---------- DATA EXTRACT ----------
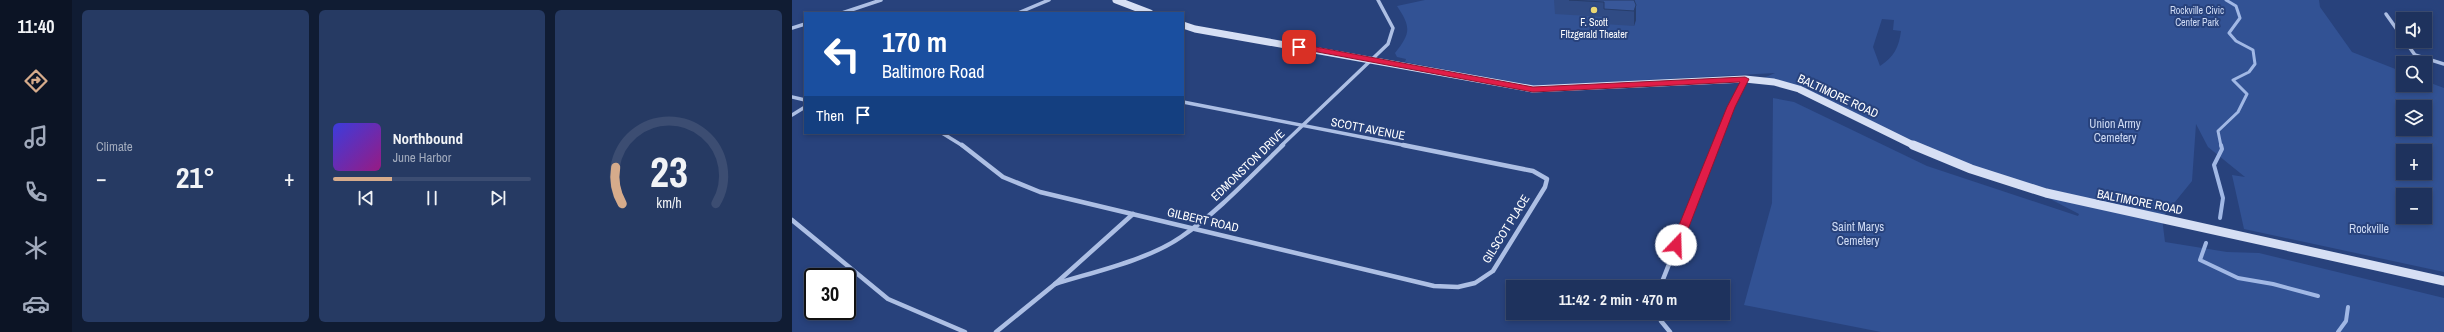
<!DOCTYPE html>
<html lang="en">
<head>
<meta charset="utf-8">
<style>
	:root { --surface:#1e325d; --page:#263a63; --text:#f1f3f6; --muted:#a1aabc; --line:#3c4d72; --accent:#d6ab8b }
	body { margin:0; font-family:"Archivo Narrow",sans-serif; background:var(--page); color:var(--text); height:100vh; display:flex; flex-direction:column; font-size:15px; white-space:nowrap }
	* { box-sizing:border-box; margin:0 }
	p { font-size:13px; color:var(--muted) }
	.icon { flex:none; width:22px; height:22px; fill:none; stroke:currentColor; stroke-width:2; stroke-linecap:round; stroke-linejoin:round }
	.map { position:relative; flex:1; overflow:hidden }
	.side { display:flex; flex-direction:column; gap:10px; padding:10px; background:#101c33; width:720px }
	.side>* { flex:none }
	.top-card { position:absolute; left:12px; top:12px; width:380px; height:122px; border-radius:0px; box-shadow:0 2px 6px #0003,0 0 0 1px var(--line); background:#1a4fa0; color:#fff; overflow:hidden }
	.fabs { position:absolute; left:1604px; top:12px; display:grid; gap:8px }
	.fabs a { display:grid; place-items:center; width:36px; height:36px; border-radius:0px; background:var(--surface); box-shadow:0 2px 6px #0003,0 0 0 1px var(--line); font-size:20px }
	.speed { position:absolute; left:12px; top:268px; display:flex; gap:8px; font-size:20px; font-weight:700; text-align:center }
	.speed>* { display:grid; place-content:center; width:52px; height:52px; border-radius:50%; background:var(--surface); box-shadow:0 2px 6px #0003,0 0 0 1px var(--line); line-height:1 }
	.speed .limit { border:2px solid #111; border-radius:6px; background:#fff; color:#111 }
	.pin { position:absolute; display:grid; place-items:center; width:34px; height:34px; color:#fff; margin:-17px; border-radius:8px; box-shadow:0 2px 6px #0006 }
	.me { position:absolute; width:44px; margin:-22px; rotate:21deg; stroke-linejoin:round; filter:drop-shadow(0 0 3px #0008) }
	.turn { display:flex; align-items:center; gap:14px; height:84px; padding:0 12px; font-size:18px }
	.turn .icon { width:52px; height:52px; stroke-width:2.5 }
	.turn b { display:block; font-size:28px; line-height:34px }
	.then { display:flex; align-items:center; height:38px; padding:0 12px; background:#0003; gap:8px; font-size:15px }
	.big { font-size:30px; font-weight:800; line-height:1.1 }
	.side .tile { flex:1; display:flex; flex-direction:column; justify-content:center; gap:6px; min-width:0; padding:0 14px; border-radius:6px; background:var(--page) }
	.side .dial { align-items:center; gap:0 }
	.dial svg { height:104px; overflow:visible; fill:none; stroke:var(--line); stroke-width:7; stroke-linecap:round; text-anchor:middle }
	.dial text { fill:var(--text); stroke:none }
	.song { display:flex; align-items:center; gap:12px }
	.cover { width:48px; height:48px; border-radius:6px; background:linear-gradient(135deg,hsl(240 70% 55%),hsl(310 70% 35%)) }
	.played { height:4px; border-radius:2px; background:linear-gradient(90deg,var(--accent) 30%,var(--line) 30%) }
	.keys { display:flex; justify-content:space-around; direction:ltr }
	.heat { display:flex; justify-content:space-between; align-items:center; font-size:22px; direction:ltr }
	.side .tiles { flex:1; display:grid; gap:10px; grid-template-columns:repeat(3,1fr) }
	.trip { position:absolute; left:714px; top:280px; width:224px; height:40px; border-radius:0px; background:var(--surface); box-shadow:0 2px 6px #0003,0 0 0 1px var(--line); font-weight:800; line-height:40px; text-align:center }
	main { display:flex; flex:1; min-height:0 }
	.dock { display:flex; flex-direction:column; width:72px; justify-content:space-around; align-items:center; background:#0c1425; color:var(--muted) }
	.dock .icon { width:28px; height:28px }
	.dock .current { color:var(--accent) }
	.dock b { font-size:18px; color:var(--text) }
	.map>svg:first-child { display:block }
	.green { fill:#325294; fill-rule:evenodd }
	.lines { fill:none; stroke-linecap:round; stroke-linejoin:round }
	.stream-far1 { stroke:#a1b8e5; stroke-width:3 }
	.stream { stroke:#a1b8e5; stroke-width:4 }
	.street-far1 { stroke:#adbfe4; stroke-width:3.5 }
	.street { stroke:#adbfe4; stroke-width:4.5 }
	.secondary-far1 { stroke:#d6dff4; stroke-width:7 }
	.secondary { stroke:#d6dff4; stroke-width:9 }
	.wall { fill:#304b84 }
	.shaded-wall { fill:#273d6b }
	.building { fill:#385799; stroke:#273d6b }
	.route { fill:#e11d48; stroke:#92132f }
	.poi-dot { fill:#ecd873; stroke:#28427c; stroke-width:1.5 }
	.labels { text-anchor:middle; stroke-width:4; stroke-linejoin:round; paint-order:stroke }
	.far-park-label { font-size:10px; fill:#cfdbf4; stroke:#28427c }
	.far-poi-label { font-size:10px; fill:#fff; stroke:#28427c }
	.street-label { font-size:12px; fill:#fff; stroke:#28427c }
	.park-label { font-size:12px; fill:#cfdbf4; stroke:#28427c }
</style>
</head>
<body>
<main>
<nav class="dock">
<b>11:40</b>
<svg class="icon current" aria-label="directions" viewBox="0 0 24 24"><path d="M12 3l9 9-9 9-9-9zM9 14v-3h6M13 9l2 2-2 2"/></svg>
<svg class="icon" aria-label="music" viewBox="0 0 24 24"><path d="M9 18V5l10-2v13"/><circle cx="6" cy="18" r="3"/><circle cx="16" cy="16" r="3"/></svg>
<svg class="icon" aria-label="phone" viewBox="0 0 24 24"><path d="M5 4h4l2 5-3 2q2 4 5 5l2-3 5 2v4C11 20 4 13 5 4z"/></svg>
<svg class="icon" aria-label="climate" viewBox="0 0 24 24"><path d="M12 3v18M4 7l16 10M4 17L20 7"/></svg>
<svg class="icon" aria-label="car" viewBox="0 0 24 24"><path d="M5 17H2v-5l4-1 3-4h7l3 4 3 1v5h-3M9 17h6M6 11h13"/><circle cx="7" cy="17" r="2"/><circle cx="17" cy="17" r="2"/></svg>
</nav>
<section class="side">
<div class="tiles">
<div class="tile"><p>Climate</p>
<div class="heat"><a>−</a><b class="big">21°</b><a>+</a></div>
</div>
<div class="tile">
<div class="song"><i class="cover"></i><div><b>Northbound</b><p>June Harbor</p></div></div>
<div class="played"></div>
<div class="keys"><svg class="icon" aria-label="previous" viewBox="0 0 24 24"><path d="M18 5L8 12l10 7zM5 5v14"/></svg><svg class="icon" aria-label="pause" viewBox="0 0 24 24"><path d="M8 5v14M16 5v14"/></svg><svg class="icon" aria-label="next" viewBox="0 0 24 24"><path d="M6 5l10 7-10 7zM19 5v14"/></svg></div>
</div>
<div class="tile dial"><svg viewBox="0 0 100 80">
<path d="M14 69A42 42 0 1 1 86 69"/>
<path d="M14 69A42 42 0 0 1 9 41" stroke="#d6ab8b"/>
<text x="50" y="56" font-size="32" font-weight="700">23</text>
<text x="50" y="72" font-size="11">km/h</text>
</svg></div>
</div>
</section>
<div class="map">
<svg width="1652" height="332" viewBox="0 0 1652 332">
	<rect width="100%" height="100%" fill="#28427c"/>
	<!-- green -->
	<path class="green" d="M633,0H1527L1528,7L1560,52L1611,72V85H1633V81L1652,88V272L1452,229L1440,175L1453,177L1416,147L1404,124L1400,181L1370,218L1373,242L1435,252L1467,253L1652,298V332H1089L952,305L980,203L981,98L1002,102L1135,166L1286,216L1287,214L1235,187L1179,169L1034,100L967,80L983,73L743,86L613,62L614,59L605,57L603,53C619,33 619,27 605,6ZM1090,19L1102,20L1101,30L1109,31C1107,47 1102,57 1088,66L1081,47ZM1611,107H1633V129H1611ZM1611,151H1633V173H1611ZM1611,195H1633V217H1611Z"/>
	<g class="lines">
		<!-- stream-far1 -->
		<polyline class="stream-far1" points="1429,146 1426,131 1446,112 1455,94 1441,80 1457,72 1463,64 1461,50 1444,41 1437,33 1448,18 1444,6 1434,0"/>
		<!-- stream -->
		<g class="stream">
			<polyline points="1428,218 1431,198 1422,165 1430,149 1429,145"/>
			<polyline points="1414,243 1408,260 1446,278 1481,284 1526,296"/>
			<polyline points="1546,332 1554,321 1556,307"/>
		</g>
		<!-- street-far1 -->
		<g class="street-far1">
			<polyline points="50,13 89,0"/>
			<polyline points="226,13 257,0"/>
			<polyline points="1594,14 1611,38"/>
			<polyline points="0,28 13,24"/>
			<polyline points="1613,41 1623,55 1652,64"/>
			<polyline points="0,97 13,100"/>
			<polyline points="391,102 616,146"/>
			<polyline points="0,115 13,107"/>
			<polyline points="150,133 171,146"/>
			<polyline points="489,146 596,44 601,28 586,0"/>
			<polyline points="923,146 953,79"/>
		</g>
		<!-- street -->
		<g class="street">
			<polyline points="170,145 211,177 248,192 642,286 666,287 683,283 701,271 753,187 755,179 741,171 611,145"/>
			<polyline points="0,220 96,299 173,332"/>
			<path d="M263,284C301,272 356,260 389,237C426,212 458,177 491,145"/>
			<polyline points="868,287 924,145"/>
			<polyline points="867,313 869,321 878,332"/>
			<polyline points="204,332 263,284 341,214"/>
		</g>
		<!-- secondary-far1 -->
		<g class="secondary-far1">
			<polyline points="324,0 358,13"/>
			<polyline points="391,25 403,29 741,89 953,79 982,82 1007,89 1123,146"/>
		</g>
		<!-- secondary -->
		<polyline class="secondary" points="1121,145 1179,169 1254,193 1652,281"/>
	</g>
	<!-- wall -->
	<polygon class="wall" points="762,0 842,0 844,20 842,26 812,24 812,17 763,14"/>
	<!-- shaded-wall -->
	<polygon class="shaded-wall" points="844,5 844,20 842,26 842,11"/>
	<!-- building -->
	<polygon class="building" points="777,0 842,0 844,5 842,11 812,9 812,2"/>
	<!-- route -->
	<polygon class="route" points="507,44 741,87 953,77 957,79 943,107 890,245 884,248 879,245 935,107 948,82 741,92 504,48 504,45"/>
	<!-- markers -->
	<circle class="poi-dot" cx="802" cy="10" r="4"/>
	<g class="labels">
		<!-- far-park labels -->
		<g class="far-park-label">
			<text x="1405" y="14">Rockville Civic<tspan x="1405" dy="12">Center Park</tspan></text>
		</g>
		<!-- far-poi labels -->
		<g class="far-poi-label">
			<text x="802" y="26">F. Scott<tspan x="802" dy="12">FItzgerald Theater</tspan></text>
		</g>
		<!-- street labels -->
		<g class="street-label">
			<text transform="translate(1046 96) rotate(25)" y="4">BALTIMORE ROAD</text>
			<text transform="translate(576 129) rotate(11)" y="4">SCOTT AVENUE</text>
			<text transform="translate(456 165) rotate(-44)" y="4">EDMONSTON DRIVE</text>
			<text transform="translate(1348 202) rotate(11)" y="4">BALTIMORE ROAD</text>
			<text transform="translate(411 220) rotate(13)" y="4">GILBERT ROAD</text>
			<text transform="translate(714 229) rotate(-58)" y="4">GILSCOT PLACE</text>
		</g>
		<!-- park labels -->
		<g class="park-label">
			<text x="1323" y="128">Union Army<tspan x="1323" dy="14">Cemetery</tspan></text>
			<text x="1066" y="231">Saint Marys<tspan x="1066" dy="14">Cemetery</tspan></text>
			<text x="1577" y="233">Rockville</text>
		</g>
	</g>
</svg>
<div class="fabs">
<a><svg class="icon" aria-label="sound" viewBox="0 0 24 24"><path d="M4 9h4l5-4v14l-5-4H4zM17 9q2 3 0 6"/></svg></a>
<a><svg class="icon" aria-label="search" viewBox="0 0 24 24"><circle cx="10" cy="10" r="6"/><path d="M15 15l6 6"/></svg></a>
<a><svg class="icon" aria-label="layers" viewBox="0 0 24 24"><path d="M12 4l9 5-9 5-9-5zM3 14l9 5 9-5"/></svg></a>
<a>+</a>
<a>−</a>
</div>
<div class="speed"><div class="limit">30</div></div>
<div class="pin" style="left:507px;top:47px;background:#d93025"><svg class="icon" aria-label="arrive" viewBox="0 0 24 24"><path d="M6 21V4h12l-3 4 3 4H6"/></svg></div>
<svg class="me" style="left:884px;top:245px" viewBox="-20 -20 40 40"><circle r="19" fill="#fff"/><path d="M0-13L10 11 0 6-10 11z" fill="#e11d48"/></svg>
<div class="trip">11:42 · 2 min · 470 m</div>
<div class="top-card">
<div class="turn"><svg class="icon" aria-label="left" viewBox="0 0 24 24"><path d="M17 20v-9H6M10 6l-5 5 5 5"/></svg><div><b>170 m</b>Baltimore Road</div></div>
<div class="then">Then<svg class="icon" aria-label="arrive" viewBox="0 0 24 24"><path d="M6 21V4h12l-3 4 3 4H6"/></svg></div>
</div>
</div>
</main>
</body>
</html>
----------
● **ABOUT THIS TASK**:
Only an exact copy is wanted: the lines from the opening of the material through the line that has "--surface:#1e325d; --page:#263a63; --text:#f1f3f6;", minus any pictures.

● **EXPECTED ANSWER**:
<!DOCTYPE html>
<html lang="en">
<head>
<meta charset="utf-8">
<style>
	:root { --surface:#1e325d; --page:#263a63; --text:#f1f3f6; --muted:#a1aabc; --line:#3c4d72; --accent:#d6ab8b }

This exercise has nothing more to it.